[Dataset entries Boundary: Start]
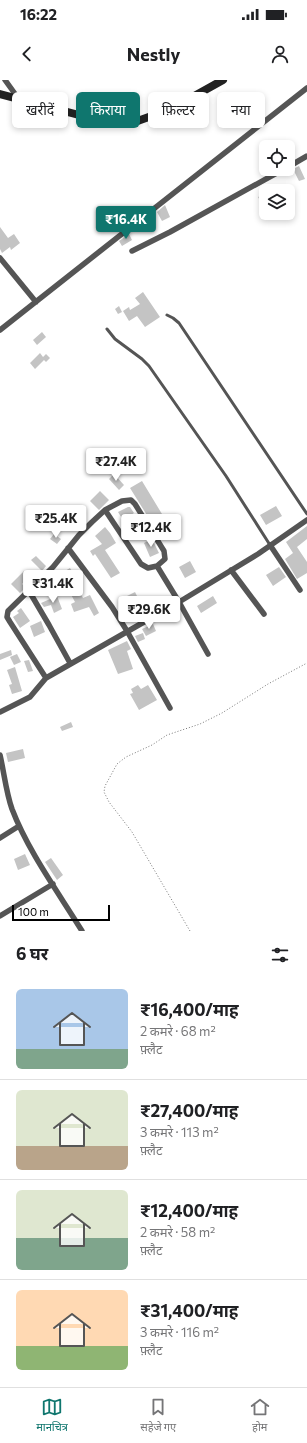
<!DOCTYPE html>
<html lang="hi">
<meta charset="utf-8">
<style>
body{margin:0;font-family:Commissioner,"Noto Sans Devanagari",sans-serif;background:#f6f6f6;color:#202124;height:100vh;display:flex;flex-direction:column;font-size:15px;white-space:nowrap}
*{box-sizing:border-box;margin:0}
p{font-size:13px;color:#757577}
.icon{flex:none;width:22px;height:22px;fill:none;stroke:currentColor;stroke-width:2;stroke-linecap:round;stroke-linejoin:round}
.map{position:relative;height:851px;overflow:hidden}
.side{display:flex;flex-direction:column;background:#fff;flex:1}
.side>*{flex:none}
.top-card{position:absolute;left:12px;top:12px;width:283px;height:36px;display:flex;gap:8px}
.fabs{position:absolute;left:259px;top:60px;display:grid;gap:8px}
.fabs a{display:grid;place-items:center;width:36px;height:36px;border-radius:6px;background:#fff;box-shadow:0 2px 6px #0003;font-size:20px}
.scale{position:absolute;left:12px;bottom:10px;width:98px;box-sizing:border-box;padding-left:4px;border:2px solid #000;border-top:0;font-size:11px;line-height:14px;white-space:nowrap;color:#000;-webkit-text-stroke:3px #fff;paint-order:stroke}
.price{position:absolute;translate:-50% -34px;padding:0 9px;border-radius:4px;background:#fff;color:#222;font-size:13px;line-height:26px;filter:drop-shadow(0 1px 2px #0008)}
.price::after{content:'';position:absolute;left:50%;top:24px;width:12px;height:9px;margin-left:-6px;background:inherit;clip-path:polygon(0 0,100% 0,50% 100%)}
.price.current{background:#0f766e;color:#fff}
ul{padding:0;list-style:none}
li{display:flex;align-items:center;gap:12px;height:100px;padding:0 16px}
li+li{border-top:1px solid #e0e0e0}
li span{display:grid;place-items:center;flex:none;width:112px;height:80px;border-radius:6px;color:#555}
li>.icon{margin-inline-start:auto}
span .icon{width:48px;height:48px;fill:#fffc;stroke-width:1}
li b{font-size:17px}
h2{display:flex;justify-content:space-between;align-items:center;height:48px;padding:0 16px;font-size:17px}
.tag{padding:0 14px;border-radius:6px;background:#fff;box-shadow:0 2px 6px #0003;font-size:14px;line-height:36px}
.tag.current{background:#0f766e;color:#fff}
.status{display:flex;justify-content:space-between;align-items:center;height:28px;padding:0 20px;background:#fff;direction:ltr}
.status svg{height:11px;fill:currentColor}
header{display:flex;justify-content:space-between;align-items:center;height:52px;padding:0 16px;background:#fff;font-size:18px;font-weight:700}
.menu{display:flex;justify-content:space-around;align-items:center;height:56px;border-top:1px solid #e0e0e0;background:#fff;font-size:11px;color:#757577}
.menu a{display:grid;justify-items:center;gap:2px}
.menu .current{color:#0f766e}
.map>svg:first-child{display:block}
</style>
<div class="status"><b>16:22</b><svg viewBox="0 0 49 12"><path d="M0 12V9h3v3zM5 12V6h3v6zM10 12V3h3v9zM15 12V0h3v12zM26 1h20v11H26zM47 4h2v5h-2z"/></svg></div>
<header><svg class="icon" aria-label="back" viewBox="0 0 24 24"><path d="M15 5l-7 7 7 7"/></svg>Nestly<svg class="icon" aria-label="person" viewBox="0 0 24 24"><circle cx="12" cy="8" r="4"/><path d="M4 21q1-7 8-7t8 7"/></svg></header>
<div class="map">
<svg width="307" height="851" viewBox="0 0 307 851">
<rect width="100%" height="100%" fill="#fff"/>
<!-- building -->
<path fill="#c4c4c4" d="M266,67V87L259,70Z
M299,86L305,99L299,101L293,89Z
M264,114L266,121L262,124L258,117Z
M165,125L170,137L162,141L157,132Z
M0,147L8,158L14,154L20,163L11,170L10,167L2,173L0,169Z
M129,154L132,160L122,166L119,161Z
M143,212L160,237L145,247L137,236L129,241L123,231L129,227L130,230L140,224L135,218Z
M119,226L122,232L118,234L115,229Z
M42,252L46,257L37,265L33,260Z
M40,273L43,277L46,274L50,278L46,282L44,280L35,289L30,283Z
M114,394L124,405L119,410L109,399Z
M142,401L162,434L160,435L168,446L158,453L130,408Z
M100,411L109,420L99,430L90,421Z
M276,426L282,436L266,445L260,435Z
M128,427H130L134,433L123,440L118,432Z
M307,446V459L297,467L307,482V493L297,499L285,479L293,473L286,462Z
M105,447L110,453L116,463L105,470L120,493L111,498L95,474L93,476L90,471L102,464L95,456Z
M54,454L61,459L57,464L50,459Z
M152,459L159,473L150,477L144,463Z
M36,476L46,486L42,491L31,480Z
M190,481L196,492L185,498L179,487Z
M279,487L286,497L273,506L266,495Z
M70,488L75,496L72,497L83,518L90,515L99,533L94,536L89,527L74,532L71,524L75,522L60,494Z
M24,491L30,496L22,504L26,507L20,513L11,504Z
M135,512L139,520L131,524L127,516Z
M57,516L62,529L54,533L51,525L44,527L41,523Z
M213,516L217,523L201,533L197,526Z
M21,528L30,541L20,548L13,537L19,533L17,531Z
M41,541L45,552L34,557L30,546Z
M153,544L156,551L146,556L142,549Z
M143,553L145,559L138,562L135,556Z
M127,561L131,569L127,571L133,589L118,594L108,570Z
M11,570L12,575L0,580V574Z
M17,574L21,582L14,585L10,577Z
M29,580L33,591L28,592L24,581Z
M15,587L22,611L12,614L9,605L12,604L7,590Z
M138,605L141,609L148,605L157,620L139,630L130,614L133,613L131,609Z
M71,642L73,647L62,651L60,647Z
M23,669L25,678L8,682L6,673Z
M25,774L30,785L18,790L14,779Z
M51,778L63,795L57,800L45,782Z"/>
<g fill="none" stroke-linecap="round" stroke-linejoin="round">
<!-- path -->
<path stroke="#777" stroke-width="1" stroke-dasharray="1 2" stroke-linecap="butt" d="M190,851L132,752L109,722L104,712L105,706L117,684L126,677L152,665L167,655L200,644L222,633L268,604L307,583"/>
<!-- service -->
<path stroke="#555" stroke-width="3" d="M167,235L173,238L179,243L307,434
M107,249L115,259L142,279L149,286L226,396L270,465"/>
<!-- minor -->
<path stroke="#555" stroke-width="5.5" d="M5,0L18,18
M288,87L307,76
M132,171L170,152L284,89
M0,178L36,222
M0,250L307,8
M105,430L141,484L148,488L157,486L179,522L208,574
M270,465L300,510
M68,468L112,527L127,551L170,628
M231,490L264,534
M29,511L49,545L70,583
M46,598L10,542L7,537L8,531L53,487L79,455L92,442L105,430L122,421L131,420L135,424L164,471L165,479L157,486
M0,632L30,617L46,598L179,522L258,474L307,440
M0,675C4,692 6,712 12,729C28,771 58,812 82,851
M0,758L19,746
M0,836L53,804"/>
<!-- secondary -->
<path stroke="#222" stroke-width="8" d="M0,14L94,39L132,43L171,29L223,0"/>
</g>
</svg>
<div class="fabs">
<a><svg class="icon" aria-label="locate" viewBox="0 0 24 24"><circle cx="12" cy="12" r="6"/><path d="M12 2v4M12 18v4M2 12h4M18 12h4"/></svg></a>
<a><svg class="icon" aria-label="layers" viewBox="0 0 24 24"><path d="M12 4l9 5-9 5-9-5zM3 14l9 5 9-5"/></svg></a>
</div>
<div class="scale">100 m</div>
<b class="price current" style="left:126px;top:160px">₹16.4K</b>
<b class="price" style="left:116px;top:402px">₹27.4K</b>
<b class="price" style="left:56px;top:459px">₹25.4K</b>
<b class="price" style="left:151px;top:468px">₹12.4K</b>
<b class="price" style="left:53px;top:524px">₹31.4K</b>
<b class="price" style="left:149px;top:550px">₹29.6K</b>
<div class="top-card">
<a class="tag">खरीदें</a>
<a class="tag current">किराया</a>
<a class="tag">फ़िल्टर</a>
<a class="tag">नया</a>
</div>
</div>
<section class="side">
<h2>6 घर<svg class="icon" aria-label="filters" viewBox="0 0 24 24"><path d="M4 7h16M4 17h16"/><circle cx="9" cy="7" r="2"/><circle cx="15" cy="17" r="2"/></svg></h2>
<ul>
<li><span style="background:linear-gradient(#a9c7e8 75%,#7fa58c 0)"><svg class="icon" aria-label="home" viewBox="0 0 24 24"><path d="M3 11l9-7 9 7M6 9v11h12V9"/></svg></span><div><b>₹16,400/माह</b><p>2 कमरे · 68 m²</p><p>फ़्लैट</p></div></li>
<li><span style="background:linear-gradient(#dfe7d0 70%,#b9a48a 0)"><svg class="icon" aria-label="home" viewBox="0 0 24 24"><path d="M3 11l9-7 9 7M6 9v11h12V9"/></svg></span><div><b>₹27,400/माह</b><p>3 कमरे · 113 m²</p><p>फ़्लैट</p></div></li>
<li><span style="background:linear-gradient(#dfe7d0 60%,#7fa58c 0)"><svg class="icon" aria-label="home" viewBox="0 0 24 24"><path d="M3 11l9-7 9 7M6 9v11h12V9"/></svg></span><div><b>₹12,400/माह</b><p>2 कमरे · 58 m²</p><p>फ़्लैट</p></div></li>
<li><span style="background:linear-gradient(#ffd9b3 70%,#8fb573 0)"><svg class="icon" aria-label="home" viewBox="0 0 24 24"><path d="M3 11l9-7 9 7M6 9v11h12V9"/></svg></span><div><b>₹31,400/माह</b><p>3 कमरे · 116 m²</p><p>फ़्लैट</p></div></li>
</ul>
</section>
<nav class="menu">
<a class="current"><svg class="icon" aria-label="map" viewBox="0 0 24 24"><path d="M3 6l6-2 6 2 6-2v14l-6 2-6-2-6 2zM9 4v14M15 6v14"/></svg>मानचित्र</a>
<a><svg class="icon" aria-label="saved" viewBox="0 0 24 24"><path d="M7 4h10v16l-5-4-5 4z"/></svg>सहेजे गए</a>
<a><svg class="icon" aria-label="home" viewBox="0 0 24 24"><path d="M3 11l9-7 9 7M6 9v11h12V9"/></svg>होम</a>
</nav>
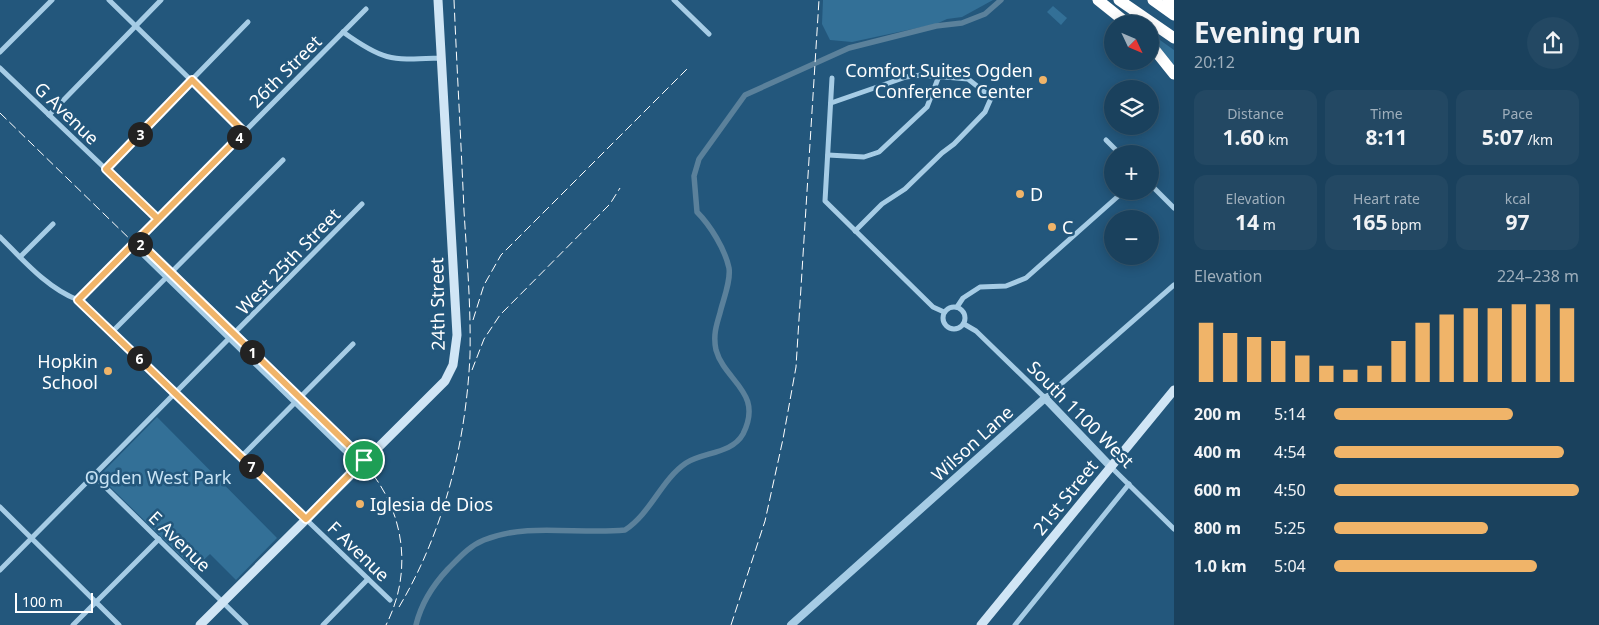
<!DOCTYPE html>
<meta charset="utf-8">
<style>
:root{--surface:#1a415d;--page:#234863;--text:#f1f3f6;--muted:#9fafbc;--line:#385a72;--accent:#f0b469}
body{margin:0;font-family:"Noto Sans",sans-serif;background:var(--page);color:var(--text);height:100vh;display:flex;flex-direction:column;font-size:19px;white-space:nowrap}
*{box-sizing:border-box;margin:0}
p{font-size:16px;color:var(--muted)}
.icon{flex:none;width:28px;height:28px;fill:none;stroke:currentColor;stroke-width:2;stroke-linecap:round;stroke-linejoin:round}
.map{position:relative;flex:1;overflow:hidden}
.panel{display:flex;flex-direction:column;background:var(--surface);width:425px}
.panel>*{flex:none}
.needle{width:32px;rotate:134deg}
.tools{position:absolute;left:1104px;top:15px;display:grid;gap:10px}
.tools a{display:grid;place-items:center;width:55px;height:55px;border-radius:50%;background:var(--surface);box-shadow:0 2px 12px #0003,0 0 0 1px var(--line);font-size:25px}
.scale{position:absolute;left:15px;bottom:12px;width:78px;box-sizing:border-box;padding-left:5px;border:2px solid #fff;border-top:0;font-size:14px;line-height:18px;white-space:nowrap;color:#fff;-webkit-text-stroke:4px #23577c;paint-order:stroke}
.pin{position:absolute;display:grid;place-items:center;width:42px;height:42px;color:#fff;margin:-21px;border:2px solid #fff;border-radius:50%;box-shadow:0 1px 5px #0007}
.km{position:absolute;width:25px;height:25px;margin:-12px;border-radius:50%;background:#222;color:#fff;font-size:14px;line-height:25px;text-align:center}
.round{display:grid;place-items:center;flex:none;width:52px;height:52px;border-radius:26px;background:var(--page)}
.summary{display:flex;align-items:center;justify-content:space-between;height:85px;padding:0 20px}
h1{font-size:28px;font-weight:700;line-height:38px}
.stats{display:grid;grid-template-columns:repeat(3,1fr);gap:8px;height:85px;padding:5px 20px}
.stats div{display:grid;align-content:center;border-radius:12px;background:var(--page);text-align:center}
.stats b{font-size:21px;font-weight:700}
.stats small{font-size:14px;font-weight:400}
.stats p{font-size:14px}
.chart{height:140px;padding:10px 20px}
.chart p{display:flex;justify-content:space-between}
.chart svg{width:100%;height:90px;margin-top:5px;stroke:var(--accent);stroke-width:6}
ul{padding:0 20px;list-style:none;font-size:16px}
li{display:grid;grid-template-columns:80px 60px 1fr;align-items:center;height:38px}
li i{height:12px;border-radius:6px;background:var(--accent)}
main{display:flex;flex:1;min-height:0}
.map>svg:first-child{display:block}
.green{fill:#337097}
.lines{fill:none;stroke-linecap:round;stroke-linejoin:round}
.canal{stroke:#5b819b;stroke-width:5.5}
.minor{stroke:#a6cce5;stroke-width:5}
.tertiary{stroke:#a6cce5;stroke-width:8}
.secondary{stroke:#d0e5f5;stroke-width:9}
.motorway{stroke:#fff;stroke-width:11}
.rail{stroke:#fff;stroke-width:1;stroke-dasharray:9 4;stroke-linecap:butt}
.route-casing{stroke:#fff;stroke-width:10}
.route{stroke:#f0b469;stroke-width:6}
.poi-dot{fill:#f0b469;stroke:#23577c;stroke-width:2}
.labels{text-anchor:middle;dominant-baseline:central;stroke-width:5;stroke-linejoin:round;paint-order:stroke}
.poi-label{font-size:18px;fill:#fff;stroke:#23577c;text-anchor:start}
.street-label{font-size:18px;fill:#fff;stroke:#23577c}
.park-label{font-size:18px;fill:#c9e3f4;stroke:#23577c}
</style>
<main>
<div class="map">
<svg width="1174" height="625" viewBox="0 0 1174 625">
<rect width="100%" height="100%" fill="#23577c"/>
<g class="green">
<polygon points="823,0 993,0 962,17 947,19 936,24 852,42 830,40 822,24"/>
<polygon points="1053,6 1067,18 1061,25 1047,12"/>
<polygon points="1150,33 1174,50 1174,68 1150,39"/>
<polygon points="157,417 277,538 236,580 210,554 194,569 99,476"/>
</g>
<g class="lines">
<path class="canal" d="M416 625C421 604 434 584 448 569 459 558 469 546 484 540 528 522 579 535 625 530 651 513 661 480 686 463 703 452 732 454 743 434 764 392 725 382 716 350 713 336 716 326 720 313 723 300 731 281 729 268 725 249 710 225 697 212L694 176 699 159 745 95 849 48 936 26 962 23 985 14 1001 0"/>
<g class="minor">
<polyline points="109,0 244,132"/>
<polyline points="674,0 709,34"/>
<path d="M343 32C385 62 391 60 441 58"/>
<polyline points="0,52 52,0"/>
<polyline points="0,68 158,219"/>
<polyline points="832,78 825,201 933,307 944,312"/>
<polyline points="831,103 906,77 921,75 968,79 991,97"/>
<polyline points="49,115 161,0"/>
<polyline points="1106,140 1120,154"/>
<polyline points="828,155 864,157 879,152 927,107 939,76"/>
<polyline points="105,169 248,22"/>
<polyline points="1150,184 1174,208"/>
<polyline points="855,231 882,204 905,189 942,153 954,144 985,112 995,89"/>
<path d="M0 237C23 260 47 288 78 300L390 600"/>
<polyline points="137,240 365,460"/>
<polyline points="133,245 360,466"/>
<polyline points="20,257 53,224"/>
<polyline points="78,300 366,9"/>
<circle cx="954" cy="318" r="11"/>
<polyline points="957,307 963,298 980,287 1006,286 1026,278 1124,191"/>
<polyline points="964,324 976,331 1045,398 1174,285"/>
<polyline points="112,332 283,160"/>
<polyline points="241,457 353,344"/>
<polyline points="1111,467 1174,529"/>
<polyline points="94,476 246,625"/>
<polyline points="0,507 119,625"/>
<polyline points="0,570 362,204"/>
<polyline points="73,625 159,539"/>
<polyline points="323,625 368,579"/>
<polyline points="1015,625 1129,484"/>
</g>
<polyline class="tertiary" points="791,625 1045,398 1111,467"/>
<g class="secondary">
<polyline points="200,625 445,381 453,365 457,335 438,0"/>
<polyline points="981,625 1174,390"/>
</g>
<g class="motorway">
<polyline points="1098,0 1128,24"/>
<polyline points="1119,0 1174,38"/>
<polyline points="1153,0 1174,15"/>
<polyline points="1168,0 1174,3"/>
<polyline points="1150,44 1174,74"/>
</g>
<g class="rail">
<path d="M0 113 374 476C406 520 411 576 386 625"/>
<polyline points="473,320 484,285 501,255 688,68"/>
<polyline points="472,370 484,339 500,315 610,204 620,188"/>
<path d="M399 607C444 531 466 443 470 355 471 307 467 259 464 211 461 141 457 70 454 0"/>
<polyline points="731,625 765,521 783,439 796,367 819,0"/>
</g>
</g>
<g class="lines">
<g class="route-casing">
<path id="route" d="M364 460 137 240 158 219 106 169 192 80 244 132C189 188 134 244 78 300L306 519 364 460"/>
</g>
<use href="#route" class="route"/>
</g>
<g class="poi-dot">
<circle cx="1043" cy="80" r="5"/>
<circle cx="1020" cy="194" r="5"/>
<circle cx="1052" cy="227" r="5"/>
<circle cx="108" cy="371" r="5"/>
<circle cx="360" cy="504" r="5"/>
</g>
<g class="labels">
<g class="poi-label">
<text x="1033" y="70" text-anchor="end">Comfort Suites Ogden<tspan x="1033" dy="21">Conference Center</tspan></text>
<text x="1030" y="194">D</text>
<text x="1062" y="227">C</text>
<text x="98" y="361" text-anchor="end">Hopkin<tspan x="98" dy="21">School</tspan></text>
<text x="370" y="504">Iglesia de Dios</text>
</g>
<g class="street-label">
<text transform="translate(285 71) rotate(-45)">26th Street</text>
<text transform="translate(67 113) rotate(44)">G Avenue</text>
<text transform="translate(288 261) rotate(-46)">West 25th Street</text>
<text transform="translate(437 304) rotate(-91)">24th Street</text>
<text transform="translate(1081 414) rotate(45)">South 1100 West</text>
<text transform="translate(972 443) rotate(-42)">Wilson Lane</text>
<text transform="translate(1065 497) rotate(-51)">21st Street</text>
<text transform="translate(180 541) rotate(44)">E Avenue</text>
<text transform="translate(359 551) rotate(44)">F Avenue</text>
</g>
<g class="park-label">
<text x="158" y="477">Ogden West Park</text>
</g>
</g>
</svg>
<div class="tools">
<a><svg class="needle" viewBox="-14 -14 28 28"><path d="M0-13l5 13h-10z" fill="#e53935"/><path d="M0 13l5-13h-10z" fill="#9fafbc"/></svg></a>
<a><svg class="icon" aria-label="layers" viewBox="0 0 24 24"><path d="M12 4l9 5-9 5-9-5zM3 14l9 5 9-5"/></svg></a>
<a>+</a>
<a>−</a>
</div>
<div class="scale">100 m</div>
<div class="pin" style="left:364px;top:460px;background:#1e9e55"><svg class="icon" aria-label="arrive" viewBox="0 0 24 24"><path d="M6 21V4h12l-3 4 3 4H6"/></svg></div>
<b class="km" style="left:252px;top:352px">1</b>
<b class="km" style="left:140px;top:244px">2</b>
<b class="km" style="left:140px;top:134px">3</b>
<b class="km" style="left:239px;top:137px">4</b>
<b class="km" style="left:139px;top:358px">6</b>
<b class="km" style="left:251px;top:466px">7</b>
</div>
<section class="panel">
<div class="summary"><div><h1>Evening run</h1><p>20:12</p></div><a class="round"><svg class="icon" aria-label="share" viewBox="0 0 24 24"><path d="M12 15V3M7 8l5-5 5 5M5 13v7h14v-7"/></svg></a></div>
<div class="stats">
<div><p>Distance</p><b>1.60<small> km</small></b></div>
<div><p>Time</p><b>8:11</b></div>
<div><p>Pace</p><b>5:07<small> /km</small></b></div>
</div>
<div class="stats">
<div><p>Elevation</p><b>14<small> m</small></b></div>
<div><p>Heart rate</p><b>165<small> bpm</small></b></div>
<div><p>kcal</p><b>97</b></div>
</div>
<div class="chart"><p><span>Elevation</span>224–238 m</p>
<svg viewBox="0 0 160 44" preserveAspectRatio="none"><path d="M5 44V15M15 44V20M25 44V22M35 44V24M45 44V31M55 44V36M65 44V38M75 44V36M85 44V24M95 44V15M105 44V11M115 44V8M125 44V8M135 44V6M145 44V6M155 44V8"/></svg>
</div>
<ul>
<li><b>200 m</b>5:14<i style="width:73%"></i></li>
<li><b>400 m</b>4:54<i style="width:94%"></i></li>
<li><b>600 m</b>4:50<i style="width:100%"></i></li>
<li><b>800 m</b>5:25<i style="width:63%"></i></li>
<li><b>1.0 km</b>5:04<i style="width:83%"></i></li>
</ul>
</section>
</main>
[Dataset entries Boundary: End]
*Exercise*: Check all the records above and select each line where the string "position" is found.

*Written answer*:
.map{position:relative;height:851px;overflow:hidden}
.top-card{position:absolute;left:12px;top:12px;width:283px;height:36px;display:flex;gap:8px}
.fabs{position:absolute;left:259px;top:60px;display:grid;gap:8px}
.scale{position:absolute;left:12px;bottom:10px;width:98px;box-sizing:border-box;padding-left:4px;border:2px solid #000;border-top:0;font-size:11px;line-height:14px;white-space:nowrap;color:#000;-webkit-text-stroke:3px #fff;paint-order:stroke}
.price{position:absolute;translate:-50% -34px;padding:0 9px;border-radius:4px;background:#fff;color:#222;font-size:13px;line-height:26px;filter:drop-shadow(0 1px 2px #0008)}
.price::after{content:'';position:absolute;left:50%;top:24px;width:12px;height:9px;margin-left:-6px;background:inherit;clip-path:polygon(0 0,100% 0,50% 100%)}
.map{position:relative;flex:1;overflow:hidden}
.tools{position:absolute;left:1104px;top:15px;display:grid;gap:10px}
.scale{position:absolute;left:15px;bottom:12px;width:78px;box-sizing:border-box;padding-left:5px;border:2px solid #fff;border-top:0;font-size:14px;line-height:18px;white-space:nowrap;color:#fff;-webkit-text-stroke:4px #23577c;paint-order:stroke}
.pin{position:absolute;display:grid;place-items:center;width:42px;height:42px;color:#fff;margin:-21px;border:2px solid #fff;border-radius:50%;box-shadow:0 1px 5px #0007}
.km{position:absolute;width:25px;height:25px;margin:-12px;border-radius:50%;background:#222;color:#fff;font-size:14px;line-height:25px;text-align:center}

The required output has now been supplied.